Let’s just say what we mean here: this 2017
movie currently enjoying our critical attention exists thoroughly and
unreservedly to fulfill some Universal executive’s dream of having a popular
shared-universe franchise (embarrassingly branded the “Dark Universe”) just
like Disney has with Marvel. And since Universal didn’t buy superheroes,
they’re banking on their stable of classic monster movies to generate the
distasteful but unavoidable “content” necessary for there to be a universe to
share. This is the goal --the entire motivating force behind the
existence of THE MUMMY (2017)-- and the marketing guys have sunk their teeth
into this plan and aren’t gonna let it go til it ain’t moving.
But the thing is, nobody
except Universal executives and their associated marketing teams have ever showed
the slightest bit of interest. They keep starting this thing, failing
spectacularly to find an audience, abandoning it in disorganized, humiliating
defeat, and then inexplicably starting over (the 2004 VAN HELSING debacle, the
2010 WOLFMAN debacle, the 2014 DRACULA UNTOLD debacle, and now this too died at
the box office). But no matter how often it fizzles, they can’t seem to accept
that the problem is in the fundamental idea. All the money in the world can’t
convince people that they want something which has no practical reason to
exist.** Just because something enjoys a wide name-recognition among the
lucrative 18-34 demographic doesn’t mean you can utterly upend its context and
still maintain its original power, no matter how much you might wish otherwise.

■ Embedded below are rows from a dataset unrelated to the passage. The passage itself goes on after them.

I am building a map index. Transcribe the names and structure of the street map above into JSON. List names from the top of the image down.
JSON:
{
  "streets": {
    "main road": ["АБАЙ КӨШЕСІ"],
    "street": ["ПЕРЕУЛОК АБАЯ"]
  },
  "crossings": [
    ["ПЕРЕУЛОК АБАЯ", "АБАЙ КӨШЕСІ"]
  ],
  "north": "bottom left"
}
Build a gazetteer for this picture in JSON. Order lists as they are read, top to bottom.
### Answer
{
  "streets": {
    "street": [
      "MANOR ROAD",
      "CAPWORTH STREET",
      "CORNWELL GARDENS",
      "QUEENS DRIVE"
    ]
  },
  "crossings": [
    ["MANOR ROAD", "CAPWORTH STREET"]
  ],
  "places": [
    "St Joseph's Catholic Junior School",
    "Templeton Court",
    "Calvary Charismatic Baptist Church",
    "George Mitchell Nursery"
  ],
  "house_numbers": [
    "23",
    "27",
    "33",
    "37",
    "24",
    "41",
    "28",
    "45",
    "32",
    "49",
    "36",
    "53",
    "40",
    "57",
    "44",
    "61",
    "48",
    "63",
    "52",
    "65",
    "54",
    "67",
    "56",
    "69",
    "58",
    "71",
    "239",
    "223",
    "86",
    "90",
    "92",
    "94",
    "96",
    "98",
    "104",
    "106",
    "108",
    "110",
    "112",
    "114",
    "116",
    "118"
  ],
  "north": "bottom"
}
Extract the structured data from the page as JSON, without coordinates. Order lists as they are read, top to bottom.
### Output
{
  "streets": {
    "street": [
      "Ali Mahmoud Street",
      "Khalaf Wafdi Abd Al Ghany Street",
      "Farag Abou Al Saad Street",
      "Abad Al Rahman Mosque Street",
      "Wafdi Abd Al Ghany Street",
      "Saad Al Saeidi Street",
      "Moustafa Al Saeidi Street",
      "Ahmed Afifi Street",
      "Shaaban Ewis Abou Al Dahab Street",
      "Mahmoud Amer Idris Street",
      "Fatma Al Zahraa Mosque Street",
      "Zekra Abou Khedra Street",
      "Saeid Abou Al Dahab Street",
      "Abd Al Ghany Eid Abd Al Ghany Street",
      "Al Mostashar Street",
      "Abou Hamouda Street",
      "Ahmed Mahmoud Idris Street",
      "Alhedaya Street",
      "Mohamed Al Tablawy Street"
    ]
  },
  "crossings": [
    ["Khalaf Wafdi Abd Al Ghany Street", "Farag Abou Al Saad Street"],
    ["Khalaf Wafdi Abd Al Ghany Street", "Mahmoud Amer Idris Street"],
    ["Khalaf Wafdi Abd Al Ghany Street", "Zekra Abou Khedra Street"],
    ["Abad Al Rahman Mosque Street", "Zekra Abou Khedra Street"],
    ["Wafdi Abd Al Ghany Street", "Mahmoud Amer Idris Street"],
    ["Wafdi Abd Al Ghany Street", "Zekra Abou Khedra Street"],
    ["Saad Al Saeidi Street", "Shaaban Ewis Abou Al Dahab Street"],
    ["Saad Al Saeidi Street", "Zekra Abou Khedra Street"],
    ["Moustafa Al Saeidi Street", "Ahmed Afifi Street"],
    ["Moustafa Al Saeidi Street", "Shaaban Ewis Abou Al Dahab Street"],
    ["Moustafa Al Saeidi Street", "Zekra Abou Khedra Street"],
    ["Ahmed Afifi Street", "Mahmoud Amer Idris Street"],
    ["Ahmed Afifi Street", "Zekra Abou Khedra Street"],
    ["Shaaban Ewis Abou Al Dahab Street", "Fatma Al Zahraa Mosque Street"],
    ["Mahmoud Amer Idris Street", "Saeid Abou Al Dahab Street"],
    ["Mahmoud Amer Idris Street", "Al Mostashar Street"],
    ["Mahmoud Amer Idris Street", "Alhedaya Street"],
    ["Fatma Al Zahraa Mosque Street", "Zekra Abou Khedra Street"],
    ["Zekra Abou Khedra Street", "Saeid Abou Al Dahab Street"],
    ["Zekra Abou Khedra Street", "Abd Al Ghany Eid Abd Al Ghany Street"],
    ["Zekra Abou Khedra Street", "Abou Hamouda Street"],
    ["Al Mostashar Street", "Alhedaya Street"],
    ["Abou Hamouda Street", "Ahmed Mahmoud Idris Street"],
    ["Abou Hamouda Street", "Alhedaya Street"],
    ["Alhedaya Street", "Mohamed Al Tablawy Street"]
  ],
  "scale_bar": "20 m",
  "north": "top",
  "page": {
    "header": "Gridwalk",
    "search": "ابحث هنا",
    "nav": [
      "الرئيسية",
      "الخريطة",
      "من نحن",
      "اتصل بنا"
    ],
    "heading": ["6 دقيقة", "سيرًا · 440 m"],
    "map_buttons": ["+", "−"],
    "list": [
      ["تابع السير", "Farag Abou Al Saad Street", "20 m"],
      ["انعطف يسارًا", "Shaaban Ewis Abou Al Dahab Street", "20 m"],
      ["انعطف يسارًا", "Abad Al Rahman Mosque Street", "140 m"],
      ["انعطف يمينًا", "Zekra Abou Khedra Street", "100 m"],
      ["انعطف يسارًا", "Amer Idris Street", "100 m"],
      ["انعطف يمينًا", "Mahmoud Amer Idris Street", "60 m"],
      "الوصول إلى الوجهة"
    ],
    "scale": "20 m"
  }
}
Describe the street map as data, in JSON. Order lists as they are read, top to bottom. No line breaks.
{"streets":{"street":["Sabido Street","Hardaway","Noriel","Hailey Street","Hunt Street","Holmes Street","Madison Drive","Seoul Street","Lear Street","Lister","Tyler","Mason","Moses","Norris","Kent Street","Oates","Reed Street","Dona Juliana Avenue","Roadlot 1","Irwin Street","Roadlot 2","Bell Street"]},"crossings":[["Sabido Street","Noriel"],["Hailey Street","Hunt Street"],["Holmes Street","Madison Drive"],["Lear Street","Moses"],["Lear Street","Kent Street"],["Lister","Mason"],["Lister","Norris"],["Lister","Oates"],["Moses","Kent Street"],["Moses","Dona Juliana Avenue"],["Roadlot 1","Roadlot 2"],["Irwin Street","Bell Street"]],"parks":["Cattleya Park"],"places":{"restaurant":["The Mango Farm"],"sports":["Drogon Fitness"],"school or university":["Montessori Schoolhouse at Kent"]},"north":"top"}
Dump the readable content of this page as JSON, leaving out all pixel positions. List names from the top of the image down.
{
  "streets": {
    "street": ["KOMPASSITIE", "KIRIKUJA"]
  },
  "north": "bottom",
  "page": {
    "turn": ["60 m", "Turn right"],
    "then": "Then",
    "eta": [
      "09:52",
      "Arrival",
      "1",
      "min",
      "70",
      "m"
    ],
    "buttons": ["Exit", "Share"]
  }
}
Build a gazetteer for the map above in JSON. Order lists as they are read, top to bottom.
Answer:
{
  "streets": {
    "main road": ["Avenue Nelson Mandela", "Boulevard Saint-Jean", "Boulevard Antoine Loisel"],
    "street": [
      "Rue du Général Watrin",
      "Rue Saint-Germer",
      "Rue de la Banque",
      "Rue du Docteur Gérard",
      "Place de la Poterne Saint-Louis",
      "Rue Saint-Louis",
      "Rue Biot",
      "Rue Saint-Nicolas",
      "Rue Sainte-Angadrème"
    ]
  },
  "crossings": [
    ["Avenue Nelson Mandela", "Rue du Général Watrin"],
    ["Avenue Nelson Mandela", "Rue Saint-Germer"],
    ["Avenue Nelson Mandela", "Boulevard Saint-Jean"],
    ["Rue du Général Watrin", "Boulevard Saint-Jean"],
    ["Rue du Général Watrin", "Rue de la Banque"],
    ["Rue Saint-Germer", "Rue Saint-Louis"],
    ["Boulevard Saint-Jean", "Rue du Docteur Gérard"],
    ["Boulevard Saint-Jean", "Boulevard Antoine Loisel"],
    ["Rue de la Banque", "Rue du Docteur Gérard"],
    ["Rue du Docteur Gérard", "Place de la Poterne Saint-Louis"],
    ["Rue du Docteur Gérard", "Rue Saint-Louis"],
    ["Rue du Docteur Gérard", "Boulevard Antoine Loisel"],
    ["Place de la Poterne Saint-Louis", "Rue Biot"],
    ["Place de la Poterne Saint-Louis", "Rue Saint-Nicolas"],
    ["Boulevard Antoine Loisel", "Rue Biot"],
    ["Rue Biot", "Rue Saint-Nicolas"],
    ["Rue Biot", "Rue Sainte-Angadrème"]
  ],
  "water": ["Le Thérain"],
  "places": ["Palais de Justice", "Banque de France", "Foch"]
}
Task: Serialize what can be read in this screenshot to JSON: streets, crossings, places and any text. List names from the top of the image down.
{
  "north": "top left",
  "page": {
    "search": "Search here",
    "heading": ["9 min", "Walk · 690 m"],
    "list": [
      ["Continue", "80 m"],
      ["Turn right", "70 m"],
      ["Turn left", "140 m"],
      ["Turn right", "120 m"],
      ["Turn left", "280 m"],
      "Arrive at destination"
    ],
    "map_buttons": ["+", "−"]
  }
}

And I just can’t imagine any sane writer or director feels otherwise. Nobody
had a burning passion to make this movie any more than anyone had a burning
passion to see it. But in order for it to be marketed, it had to be made, so
here is it. All Hollywood movies are made for crass commercial reason, of
course, but it’s rare indeed to find so many resources being spent to craft a
work of art entirely at the behest of the marketing department.
Well, and at the behest
of Tom Cruise, the only marquee brand here whose name is not THE MUMMY.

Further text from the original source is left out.